Cette diversité des paysages naturels du Haut Río Negro a un lien direct avec la distribution et la disponibilité des ressources naturelles importantes pour la vie des populations de la région (chasse, pêche, fibres et pailles pour la construction d'ustensiles, terres fertiles pour l'agriculture, etc.) Les zones amazoniennes de catinga, igapós (où les poissons fraient), outre les chavascales, sont totalement inadaptées aux activités agricoles. Par exemple, le yucca brava, une plante parfaitement adaptée aux caractéristiques et aux limites écologiques de la région, n'est pas maintenu dans un terrain marécageux. Pour cette raison, les chagras, ou petites zones de culture indigène, sont établies sur des terres ouvertes et lumineuses et sur le continent.

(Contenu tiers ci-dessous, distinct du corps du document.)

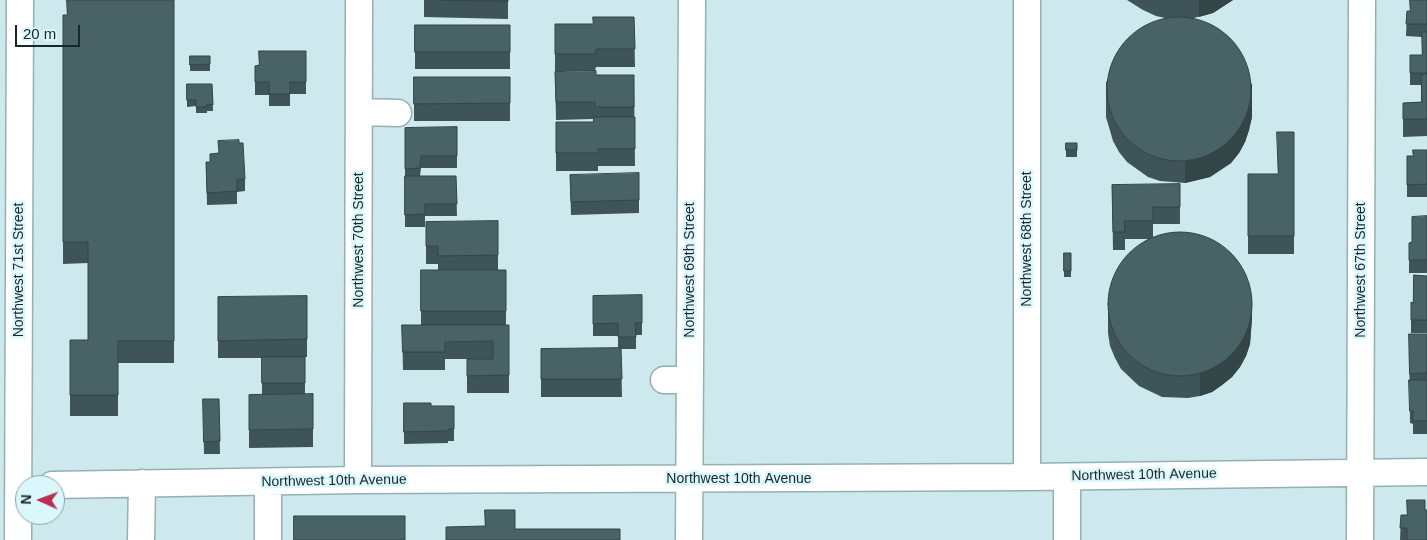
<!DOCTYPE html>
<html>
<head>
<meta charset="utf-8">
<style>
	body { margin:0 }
	#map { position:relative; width:1427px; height:540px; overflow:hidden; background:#cde9ed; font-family:Arial,sans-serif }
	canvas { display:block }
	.north { position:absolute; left:15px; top:475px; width:50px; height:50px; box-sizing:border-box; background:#daf7fb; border:1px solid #8ea3a7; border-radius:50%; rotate:272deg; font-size:14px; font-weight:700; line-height:20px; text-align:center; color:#1b2628 }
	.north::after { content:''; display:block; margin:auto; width:18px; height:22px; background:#bd2d4f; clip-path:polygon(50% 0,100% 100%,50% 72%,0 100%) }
	.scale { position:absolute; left:15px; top:25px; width:65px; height:22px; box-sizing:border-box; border:2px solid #1b2628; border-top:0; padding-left:6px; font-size:15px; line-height:18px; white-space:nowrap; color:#1b2628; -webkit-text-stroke:4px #daf7fb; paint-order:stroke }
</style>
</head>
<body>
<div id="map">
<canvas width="1427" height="540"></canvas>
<div class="north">N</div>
<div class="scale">20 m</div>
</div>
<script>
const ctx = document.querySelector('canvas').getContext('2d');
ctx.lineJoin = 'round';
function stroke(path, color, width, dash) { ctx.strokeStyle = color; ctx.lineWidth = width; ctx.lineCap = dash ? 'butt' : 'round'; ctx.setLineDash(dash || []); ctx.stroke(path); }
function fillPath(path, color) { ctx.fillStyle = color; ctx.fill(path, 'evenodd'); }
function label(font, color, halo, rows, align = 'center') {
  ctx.font = font + ' Arial,sans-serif'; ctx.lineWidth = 5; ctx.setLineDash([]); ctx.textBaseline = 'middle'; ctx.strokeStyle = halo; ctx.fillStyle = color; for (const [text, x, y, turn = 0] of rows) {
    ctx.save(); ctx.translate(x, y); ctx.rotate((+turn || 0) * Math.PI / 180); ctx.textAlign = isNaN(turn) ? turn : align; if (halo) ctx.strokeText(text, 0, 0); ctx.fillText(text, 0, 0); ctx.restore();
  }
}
const minor = new Path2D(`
	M1027 0V477
	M359 112 398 113
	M664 380H690
	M1067 477V539
	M358 480 359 0
	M268 482V540
	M52 485 358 480 1027 477 1427 472
	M18 540 20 0
	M141 540 142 483
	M689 540 692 0
	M1360 540 1362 0`);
stroke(minor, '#94b0b4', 29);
stroke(minor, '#fff', 26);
fillPath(new Path2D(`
	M174 0V363H118V416H70V340H88V263L63 264V15H67Z
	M424 0H508V19L424 17Z
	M1127 0H1233L1213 13 1194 18 1252 117 1249 130 1245 142 1239 153 1231 163 1210 177 1185 183 1160 181 1148 177 1127 162 1119 152 1113 141 1106 117V82L1165 18 1156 16 1143 10Z
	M1427 0V136L1403 137V103L1421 102V85H1410V55H1422V37L1406 36 1407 11H1410Z
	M634 17 635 67H596L595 71H555V24H593Z
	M415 25H510V69H415Z
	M306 51V94H290V106H269V95H255V66L259 65Z
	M190 56H210V71H190Z
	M555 72 596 75H634L635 166H598V171H556V122H593V119L556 120Z
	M414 77H510V121H414Z
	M187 84H212L213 111H207V113H196V106L187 107Z
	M457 127V168H421L420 176H456L457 216H425V227H405V128Z
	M1294 132V254H1248V174H1278Z
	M239 143 245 179V191L237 192V204L207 205 206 162H210V154L218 153Z
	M1066 143H1077V157H1066Z
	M1427 150V197H1407V156H1413Z
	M570 175 639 200V213L571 215Z
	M1180 184V224H1153V237L1252 318 1250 344 1246 356 1240 367 1232 377 1222 385 1212 392 1200 396 1188 398 1162 397 1139 386 1121 369 1115 358 1110 346 1108 333V312L1148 239H1125V250H1113L1112 185Z
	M1427 216V273H1409V243L1412 242Z
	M498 221V270H506V325H509V393H467V359H445V370H403L402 325H421V270H438V264H426V222Z
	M1064 253H1071V277H1064Z
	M1427 276V333H1411V302L1413 303Z
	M642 295V335H636V349H621L622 397H541V349L618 348V336H593V296Z
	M307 296V357H283H305V395L313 394V447L249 448V395H262V358H218V297Z
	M1409 334H1427V434H1413V424L1410 423Z
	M203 399H219L220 454H204Z
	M404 403 431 406H454V441H448V443L404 444Z
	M1425 510 1427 540H1400L1401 515H1407Z`), '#3f5458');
fillPath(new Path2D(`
	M1199 0H1233L1213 13 1199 17Z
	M1252 83V117L1249 130 1245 142 1239 153 1231 163 1210 177 1185 183V162Z
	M1252 297V318L1250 344 1246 356 1240 367 1232 377 1222 385 1212 392 1200 396V374Z`), '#334547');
const building = new Path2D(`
	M67 0H174V341H118V395H70V340H88V242H63V15H67Z
	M440 0H508V1Z
	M1410 0H1427V24H1406L1407 11H1410Z
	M1107 89a72 72 0 1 1 144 0a72 72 0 1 1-144 0Z
	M593 17H634L635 49H596L595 54H555V24H593Z
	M415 25H510V52H415Z
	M1422 32H1427V73H1410V55H1422Z
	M259 51H306V82H290V94H269V82H255V66L259 65Z
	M190 56H210V64L190 65Z
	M596 71V75H634V107H595V102H556L555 72Z
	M1427 74V119H1403V103L1422 102 1421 75Z
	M414 77H510V103L414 104Z
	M187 84H212L213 105 207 104V107H196V100H187Z
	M594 117H635V149H598V153H556V122H593Z
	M457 127V156H421L420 168 405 169V128Z
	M1277 132H1294V236H1248V174H1278Z
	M239 140V143H243L245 179H237V191L207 193 206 162H210V154L219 153 218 141Z
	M1066 143H1077V150H1066Z
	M1413 150H1427V184L1407 185V156H1413Z
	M639 173V200L571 202 570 175Z
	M405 176H456L457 204H425V214L405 215Z
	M1180 184V207H1153V221H1124L1125 232H1113L1112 185Z
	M1427 216V260H1409V243L1412 242V217Z
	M498 221V255L438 256V246H426V222Z
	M1108 304a72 72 0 1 1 144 0a72 72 0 1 1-144 0Z
	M1064 253H1071V271H1064Z
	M421 270H506V311H421Z
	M1414 275 1427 276V320H1411V302L1413 303Z
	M642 295V323H635L636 337H618V323L593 324V296Z
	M307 296V339L218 341V297Z
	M402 325H509V375L467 376V359H493V341L445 342V352H403Z
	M1409 334H1427V373L1410 374Z
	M621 348 622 379H541V349Z
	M262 357H305V383H262Z
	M1409 380H1427V421H1413V411H1410Z
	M313 394V429L249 430V395Z
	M203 399H219L220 441 204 442Z
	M404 403H431V406H454V429H448V431L404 432Z
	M1407 500H1425V510H1427V540H1407V528H1400L1401 515H1407Z
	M485 510H515V529H620V540H446V527L485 526Z
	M294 516H405V540H294Z`);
fillPath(building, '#496266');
stroke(building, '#334547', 1);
label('14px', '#1b2628', '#daf7fb', [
	["Northwest 68th Street",1027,239,-90],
	["Northwest 70th Street",359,240,-90],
	["Northwest 71st Street",19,270,-90],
	["Northwest 69th Street",690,270,-90],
	["Northwest 67th Street",1361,270,-90],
	["Northwest 10th Avenue",1144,475,-1],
	["Northwest 10th Avenue",739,479],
	["Northwest 10th Avenue",334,481,-1]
]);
</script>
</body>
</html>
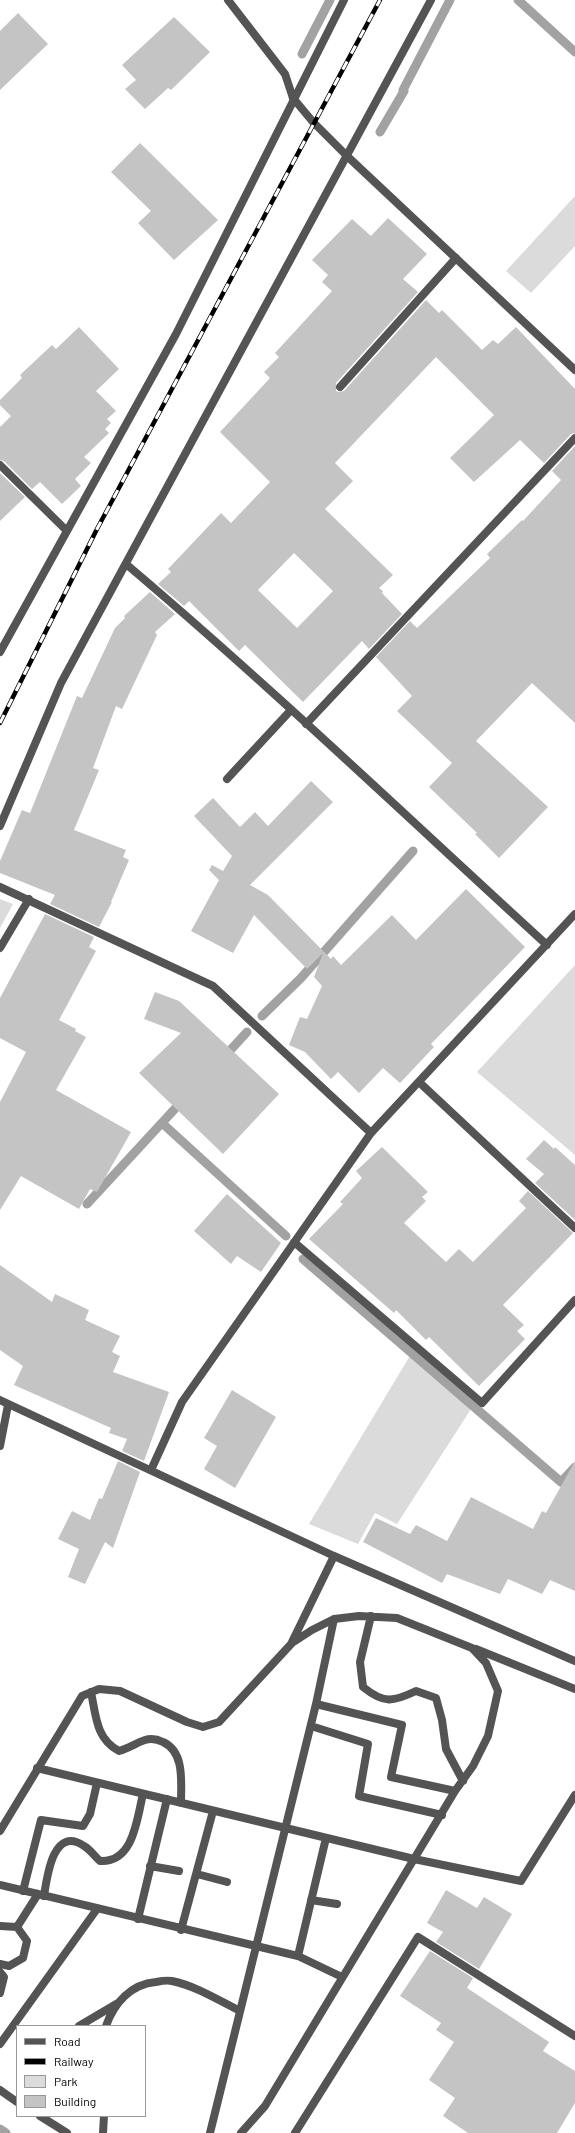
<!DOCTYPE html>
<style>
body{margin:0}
#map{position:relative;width:575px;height:2133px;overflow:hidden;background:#fff;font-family:Barlow,sans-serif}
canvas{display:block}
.legend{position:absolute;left:16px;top:2025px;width:130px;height:92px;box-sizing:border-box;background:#fff;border:1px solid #999;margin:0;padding:5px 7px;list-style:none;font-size:12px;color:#000}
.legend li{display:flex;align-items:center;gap:8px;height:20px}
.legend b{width:20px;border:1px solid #999}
</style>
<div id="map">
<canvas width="575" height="2133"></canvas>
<ul class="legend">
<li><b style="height:5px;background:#545454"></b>Road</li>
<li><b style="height:5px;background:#000"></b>Railway</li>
<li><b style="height:11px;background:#dbdbdb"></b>Park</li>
<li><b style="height:11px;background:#c4c4c4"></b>Building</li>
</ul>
</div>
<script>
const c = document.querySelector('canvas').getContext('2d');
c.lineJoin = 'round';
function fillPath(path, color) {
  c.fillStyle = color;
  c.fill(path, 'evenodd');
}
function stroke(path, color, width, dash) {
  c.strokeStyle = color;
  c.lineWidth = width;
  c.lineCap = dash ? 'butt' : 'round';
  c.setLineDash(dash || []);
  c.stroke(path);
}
const green = new Path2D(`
 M575 196V246L531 293 506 271Z
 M0 899 13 904 0 928Z
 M575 965V1155L477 1072Z
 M411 1354 471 1409 397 1524 375 1513 358 1544 309 1524Z`);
const stream = new Path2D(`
 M518 0 575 52
 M302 54 330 0
 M380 132 404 91 403 90 450 0
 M262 1016 301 978 413 851
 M224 1057 247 1032
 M162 1123 286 1236
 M87 1204 183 1100
 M303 1259 561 1482 575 1467
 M0 2129 6 2133`);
const building = new Path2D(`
 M18 13 48 44 0 90V31Z
 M174 17 210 52 171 90 168 88 145 109 125 89 136 80 122 65Z
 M140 143 218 220 174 260 138 223 151 211 111 172Z
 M388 218 427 254 403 279 418 292 336 383V391L339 392 344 391 426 300 439 313 442 310 482 350 493 340 498 344 516 327 575 389V433L571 434 544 463 520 440 474 482 450 458 494 415 436 357 335 463 353 481 325 509 393 575 379 588 383 591 382 593 402 614 369 649 362 641 303 702 245 645 239 651 189 601 184 606 158 584 171 572 168 569 221 513 231 523 270 482 220 432 270 378 264 372 279 357 275 353 332 291 322 282 328 275 312 260 352 219 371 236ZM294 553 333 591 297 628 258 590Z
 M79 327 119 369 96 391 116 411 107 419 111 423 105 429 109 433 84 457 91 463 75 479 81 486 62 504 40 482 32 489 4 461 0 460V427L11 416 0 405V400L22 378 20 375 52 345 56 349Z
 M575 446V723L532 683 476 741 548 807 499 858 475 834 477 833 429 787 452 763 397 711 412 696 376 657 410 621 417 628 490 558 487 554 522 520 523 521 561 480 552 471Z
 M0 473 25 497 0 521Z
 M150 592 175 614 155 632 157 635 122 709 116 706 93 768 99 770 74 830 126 850 123 857 129 860 111 902H112L99 927 50 904 55 895 0 873V861L22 810 30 813 77 696 82 698 115 628 125 618 124 616Z
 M311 781 333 802 250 885 268 895 331 959 333 956 341 965 392 915 416 940 466 889 525 947 431 1044 434 1047 400 1083 383 1068 359 1093 338 1072 331 1079 305 1052 289 1045 300 1017 307 1019 322 986 314 977 323 953 307 969 254 915 233 953 191 931 219 880 209 870 212 865 223 871 232 856 194 816 213 798 240 827 255 812 268 826Z
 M45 914 94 937 89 947 96 951 59 1020 76 1029 75 1031 86 1037 56 1090 131 1132 97 1192 90 1189 79 1209 21 1176 0 1210V1102L26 1052 0 1038V998Z
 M155 992 179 1001 279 1094 223 1154 139 1073 181 1033 144 1019Z
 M544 1140 554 1149 555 1147 575 1165V1220L535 1183 544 1174 526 1159Z
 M382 1147 428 1192 422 1197 426 1201 404 1223 446 1262 459 1249 473 1262 526 1208 519 1201 528 1191 573 1233 503 1305 524 1325 517 1331 525 1339 479 1386 429 1337 426 1340 396 1310 394 1313 309 1239 343 1204 340 1202 362 1178 356 1171Z
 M227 1194 281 1243 261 1272 237 1256 231 1264 194 1231Z
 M0 1265 52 1302 55 1294 89 1310 85 1320 120 1336 112 1352 120 1356 113 1372 169 1392 144 1461 122 1451 127 1439 109 1433 111 1428 14 1385 23 1366 0 1350Z
 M232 1390 276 1417 235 1488 204 1469 217 1446 204 1438Z
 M118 1461 140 1472 113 1548 105 1542 85 1584 68 1577 79 1549 58 1539 72 1511 90 1520 99 1498 102 1499Z
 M575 1461V1591L550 1580 542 1594 508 1579 500 1594 447 1574 442 1583 363 1542 376 1518 410 1534 416 1525 447 1541 471 1497 533 1529 542 1511 546 1513Z
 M446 1890 477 1908 484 1897 512 1914 479 1969 436 1942 443 1932 427 1923Z
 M430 1951 473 1978 467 1988 549 2042 543 2051 575 2071V2103L557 2133H468L443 2116 455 2098 429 2080 454 2042 436 2030 441 2023 400 1996Z`);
const service = new Path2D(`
 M340 387 456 258
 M227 779 291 710
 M371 1616 360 1662 363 1687C384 1704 393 1702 416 1691L436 1698 442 1720 446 1749 463 1781
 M292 1642 334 1556
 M476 1649 575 1689
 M91 1692C96 1716 96 1739 119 1751 129 1748 136 1743 145 1740 151 1738 157 1739 163 1742 185 1752 181 1782 181 1803
 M316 1704 402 1725 391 1777 455 1791
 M311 1726 368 1744 359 1796 442 1815
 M37 1768 414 1859 521 1881 575 1795
 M0 1831 82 1696 99 1689 120 1691 187 1722 203 1727 219 1722 292 1643 312 1630 334 1619 359 1616 397 1618 472 1648 486 1663 498 1691 488 1736 473 1766 455 1791 265 2106 241 2133
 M150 1866 179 1871
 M197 1874 227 1882
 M0 1885 298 1956 342 1977
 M23 1891 41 1820 83 1826 90 1814 97 1783
 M44 1896C47 1877 53 1825 84 1846 91 1850 94 1856 100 1861 134 1863 137 1818 143 1794
 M311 1900 337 1904
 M138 1919 167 1799
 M0 1926 17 1927 27 1941 23 1958 9 1966 0 1964
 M17 1927 38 1894
 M181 1930 213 1811
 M298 1956 326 1838
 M0 1972 4 1977 0 1993
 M79 2026 118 2003
 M106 2026C114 2003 131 1984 156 1982 161 1981 167 1980 172 1981 196 1986 218 2000 240 2011
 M0 2044 97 1909
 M0 2090 17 2102
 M40 2116 67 2133
 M103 2133 104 2116
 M210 2133 316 1704 334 1619`);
const minor = new Path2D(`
 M293 98 313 122 347 156 575 370
 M0 465 67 531
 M126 564C270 686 407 817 547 945
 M0 652 176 334 344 0
 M306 724 575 438
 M0 826 61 683 431 0
 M0 887 213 986 371 1133
 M0 948 29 899
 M419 1082 575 1228
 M294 1242 482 1403 575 1300
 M0 1400 334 1556 575 1661
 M0 1446 8 1405
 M151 1470 182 1402 371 1133 575 914
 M295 2133 418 1937 575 2036`);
const tertiary = new Path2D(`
 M228 0 285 74 293 98`);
const rail = new Path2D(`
 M0 723 97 529 380 0`);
fillPath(green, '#dbdbdb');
stroke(stream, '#a2a2a2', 9);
fillPath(building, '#c4c4c4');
stroke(service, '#545454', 8);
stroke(minor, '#545454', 8);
stroke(tertiary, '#545454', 8);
stroke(rail, '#000', 4.5);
stroke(rail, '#fff', 3, [9]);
</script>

La grande variété des types de culture du manioc parmi les populations est particulièrement remarquable, ce qui fait de la région un pôle de haute agro-biodiversité. Dans les chagras indigènes du Haut Rio Negro, les tonalités du feuillage et les différents stades de croissance du manioc révèlent un système complexe. L'élément central de gestion de ce système devient la conservation de la diversité en tant que valeur en soi, puisqu'il n'y a pas de relation directe entre l'utilisation d'une certaine variété de manioc et un certain produit (fariña, mingao, chicha, condiments, etc.). On commence ainsi à faire référence à un cadrage et à une logique opposée à l'agriculture moderne, qui privilégie l'homogénéité et la productivité de la culture. 

La conservation de cette diversité est conçue comme un bien collectif qui fait partie d'une référence culturelle commune qui s'exprime, par exemple, à travers les mythes d'origine de l'agriculture ou des plantes cultivées. De plus, il a une valeur patrimoniale et sa circulation répond à des règles collectives.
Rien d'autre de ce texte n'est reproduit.